[Bizgres-general] Statement Queuing take II - Resource Scheduling
Mark Kirkwood
mkirkwood at greenplum.com
Wed Jul 5 00:53:26 UTC 2006
RESOURCE SCHEDULER - Design Review
==================
Discussion
----------
Over the last few weeks the basic internals for locking and queuing [1]
have been built, resulting a roughly runnable framework to test the
basic scheduling functions - lock, wait, release, wakeup a process
requesting a resource [2].
During the build process, when data structure and architectural
challenges presented themselves, various decisions were made and now it
seems like a good idea to present these for discussion and critique. A
self critique is presented as well, to highlight what I see the main
issues to be.
Design Description
------------------
1/ Data Structure Relationships
These are shown using some ascii art E-R diagrams "|------<" being
"one-to-many" and "|------|" meaning "1-1"):
role |------< resource-limits [ >------| limit-types ]
-
|
|
|
|
-
scheduler |------< queue |------| resource-counter and limit
-
|
|
|
|
-
resource-lock |------< resource-proclock
2/ System Initialization
A resource-limit is something like "active statement number = 10" or
"active statement cost = 100000". At system initialization a queue is
created for each one of these. The queue has additional elements - in
particular the current value for the limit. (in the current code, the
role to resource-limit and resource-limit to queue setups are TODO).
There are a certain (fixed) number of possible limit types, relating to
the type of resource-limit the queue implements. Two types will be
provided initially - "active statement count" and "active statement
cost" [3]. (in the current code the second of these is still TODO).
At system start one resource-scheduler structure is created in shared
memory and the queues are attached to it as an array.

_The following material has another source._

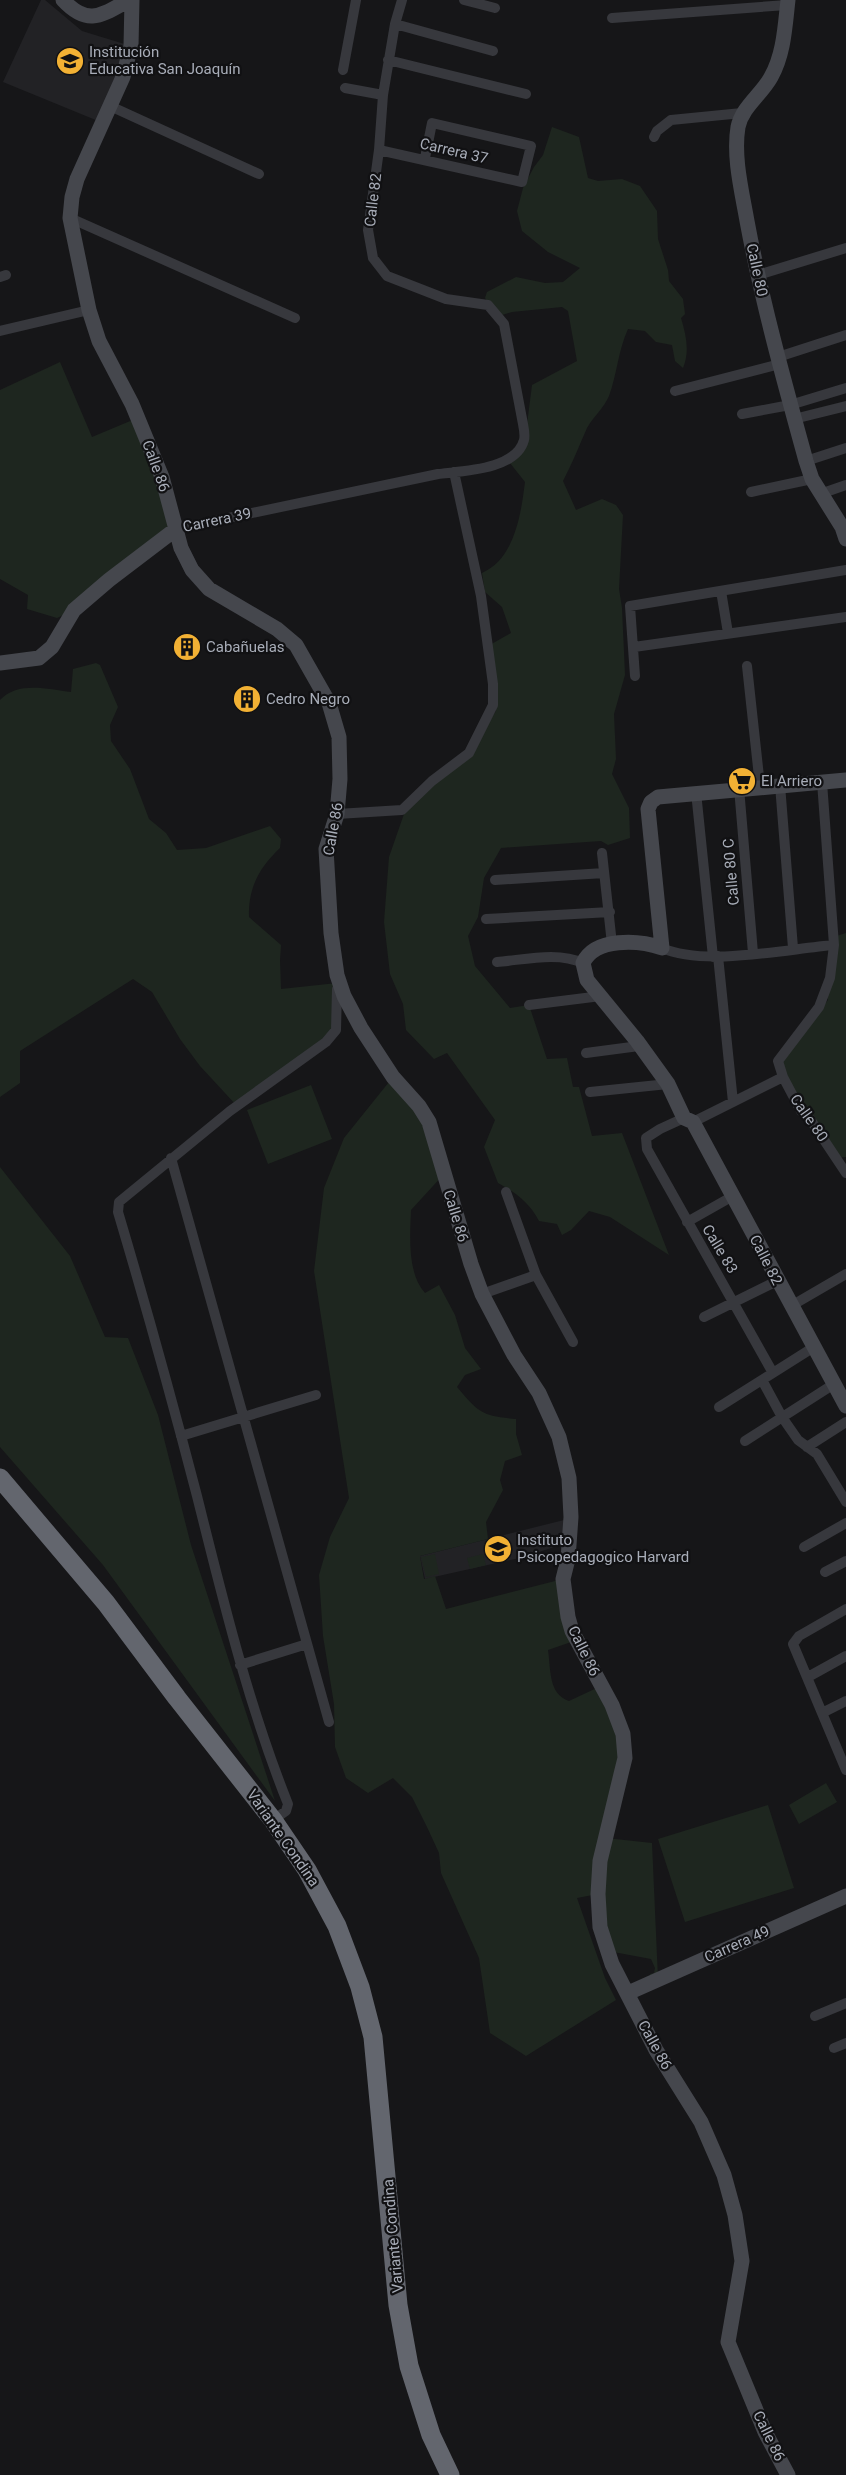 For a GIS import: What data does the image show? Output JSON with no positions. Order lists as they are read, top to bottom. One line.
{"streets":{"highway":["Variante Condina"],"main road":["Calle 82","Calle 80","Calle 86","Carrera 39","Carrera 49"],"street":["Carrera 37","Calle 80 C","Calle 83"]},"crossings":[["Carrera 37","Calle 82"],["Calle 82","Carrera 39"],["Calle 82","Calle 83"],["Calle 86","Carrera 39"],["Calle 86","Carrera 49"]],"places":{"school or university":["Institución Educativa San Joaquín","Instituto Psicopedagogico Harvard"],"building":["Cabañuelas","Cedro Negro"],"supermarket":["El Arriero"]}}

Resource-lock and Resource-proclock hashes are initialized in shared
memory at system startup. The Resource-locks are structurally identical
to standard locks, however the resource-proclocks (will) have additional
elements (in the current code, they are the same - see "Queue Unlock"
below).
There will be a new lockmethod entry for these resource-locks (in the
current code, they share the standard lock table like userlocks, purely
to ease debugging initially - for instance so they show up in pg_locks).
3/ Session Initialization
At session start, the queue for each possible limit-type, together with
the role it belongs to are identified and cached.
There is still some discussion about how best to do this (in the current
code this is still TODO - although Critique nos. 3 and 4 seem to suggest
a good solution).
4/ Statement Execution
Immediately before a statement is executed, each of the queues is locked
(in some fixed order), and they are then unlocked after execution. (in
the current code this is still TODO).
5/ Queue Lock
Very similar to standard lock acquisition (LockAcquire), except the
conflict resolution code is replaced by a check on the current and
threshold values for the corresponding queue. Another difference is that
the range of lockmodes used for standard locks are not required here,
however a mode of "ExclusiveLock" is used - future proofing for
comparison with standard locks in deadlock checks.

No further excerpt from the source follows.